■ **What needs to be done**: Answer with a number only: how many lines of the entries below contain the word "then"?

(Stored items)
=== Begin Enclosure ===

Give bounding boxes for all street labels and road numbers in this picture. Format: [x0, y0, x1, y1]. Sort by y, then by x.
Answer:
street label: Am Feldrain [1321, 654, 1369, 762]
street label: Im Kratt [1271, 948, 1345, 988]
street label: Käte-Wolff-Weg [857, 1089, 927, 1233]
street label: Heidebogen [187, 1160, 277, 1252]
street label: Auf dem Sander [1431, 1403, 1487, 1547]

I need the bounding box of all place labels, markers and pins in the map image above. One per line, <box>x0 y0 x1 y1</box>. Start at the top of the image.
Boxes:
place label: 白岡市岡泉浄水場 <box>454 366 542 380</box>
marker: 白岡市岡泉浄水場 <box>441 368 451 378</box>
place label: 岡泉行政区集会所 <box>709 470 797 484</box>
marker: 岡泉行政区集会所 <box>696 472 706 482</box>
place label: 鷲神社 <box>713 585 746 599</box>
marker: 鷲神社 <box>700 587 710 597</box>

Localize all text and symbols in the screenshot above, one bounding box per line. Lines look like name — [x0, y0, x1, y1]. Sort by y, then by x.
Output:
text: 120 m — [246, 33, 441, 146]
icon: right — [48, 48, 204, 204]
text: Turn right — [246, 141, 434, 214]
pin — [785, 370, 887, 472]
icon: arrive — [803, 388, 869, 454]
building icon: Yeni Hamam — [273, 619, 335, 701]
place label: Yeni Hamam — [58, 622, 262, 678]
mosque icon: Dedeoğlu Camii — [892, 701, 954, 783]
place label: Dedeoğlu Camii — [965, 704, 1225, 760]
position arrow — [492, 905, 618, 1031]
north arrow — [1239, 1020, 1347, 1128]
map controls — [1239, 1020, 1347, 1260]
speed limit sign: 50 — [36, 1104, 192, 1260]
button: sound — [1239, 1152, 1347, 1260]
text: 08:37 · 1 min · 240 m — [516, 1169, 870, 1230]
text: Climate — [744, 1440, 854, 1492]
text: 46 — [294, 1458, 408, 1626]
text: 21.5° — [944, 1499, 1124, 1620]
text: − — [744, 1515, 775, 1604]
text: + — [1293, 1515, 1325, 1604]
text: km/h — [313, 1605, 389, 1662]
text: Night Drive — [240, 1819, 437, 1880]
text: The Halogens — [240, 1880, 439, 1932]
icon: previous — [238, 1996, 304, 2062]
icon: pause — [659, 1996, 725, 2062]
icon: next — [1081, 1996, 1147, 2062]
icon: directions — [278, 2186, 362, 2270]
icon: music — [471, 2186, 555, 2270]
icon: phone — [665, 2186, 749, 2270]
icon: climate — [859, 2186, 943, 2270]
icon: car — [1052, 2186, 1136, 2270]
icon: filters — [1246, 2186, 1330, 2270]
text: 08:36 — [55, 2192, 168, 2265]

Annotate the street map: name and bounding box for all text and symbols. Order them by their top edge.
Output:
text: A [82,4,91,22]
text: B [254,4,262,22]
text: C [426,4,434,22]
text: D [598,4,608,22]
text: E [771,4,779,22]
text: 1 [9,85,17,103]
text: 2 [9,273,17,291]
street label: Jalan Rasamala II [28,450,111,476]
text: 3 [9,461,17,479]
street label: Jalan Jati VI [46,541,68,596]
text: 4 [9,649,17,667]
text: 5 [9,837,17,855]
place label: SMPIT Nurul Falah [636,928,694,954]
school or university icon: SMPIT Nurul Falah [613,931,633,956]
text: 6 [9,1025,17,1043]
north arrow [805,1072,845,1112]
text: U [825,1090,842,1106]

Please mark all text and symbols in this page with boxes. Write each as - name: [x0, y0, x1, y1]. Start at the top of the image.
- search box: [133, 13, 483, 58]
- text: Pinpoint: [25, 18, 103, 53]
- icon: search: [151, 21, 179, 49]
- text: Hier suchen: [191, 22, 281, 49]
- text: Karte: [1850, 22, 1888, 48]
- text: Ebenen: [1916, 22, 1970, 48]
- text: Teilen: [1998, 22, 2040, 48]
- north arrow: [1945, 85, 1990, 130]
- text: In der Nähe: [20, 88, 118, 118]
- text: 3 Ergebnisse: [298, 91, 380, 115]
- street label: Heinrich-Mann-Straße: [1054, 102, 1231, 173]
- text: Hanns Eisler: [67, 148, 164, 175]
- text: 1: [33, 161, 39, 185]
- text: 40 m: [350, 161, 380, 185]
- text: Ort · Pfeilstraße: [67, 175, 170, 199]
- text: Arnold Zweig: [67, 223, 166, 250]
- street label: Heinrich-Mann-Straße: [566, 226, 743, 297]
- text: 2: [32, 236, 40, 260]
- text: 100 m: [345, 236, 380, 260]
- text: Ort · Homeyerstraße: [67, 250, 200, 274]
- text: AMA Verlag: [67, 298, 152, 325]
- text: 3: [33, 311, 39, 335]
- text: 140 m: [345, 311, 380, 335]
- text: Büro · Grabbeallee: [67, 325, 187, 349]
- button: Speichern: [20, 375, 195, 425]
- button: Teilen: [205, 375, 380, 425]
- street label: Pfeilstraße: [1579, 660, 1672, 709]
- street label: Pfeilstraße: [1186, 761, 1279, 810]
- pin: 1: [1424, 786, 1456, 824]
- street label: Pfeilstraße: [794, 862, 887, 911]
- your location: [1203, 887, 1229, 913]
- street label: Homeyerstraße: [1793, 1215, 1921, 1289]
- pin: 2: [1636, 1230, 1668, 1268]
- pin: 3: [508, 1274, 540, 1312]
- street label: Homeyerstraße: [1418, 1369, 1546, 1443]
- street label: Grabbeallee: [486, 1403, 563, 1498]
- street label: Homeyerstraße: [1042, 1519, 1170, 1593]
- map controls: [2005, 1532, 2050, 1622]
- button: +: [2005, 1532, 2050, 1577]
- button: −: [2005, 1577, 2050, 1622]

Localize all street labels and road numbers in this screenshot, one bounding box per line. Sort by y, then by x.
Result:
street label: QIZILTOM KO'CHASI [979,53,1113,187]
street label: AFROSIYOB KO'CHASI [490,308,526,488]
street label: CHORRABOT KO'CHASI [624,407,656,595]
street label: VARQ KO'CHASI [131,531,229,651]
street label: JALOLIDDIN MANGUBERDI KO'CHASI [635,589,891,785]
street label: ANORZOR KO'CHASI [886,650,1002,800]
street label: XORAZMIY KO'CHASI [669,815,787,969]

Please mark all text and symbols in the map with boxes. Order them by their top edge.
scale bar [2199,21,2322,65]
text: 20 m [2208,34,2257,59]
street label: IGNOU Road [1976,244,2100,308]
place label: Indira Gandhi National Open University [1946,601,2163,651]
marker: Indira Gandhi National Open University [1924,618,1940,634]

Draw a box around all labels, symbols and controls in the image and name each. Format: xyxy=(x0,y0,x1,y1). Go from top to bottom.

=== End Enclosure ===

■ **Answer to this problem**: 3